According to Benjamin Franklin, the only two things you can be certain of in life are death and taxes; I’m fairly certain this will not be changing anytime soon. In the state of Illinois, higher income taxes may become an ever larger part of your life thanks to discussions in the state legislature about taxing retirement account withdrawals.
About a quarter of the states in the U.S. do not tax retirement account withdrawals and as of this writing, the state of Illinois is one of them. This is one of the factors nearly-retired and retired Illinoisans consider when deciding where they plan to spend their retirement years. Even though the issue of taxing versus not taxing is a complicated one, the overriding reason for not taxing is not to overly-burden retirees on a fixed income.
With the rate of retirees steadily increasing thanks to Baby Boomers reaching retirement age at the rate of about 10,000 per day, discussions involving retirees and money is commonplace. Most people know at least one retiree who struggles to pay for their medication or who chooses to downsize to save money. Despite some retirees having money struggles, retirees are still a boon to an economy and make excellent residents. Many states, including Illinois, actually devote a large portion of their advertising dollars to luring retirees to visit and/or live in their state.
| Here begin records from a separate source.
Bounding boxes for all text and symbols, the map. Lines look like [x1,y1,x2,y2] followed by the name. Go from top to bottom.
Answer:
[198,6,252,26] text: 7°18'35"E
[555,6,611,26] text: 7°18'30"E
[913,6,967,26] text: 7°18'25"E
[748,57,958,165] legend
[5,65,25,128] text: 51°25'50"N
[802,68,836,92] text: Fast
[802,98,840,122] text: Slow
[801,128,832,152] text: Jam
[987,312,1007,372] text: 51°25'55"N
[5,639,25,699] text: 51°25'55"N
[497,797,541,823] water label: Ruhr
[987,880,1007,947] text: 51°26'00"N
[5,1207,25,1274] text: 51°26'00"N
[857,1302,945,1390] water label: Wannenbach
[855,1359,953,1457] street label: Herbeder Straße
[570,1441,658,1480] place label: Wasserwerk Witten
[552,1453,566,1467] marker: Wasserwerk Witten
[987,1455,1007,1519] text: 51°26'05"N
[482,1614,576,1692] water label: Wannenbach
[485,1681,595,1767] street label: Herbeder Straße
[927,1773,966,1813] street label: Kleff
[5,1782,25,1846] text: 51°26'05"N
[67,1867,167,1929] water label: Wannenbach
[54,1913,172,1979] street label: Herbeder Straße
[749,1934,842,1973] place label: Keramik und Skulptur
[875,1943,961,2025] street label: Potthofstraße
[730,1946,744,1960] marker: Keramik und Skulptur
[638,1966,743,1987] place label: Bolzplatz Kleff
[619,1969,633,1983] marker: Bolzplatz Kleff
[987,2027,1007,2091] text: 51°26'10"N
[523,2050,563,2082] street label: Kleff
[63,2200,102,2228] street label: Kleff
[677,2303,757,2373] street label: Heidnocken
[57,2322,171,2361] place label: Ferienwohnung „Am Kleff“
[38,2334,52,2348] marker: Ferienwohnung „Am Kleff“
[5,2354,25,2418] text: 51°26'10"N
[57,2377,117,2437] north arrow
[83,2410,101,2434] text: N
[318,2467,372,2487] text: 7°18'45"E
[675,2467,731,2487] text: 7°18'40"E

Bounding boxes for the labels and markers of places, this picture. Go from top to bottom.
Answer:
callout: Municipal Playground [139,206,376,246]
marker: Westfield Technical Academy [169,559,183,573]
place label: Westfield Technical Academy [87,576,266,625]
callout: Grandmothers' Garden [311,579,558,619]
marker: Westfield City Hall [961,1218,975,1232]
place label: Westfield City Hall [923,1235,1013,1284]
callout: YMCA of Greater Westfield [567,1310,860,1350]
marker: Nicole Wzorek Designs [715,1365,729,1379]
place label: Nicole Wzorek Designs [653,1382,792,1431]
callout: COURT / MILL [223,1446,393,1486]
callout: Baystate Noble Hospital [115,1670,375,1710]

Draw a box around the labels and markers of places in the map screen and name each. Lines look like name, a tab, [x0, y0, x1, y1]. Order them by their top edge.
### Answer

Illinois has always been seen as a good place to retire because of the lack of state tax on retirement account distributions (in addition to other perks like great food, art and culture). The lack of state taxes is also one reason why Florida and Nevada are so popular for retirees. Other states, like Iowa, which once imposed a state tax on social security disbursements, seem to have recognized the advantage of not taxing retirees and eliminated this tax in 2014. Although figures aren’t available to show whether the elimination resulted in an increase of the retiree population, for the purposes of this article, we’ll assume it did.
Getting Down to Brass Tacks
The tax status for Illinoisans taking distributions from retirement accounts and/or receiving a pension will be changing if some state legislators have their say. Although the idea has been floating around the Illinois legislature for some time, in 2015 the talk of imposing a state tax on pension income and retirement plan withdrawals amped up. Taxing retirement accounts was – and still is – seen by some Illinois state legislators as a way to help get out of a statewide pension and budget crunch.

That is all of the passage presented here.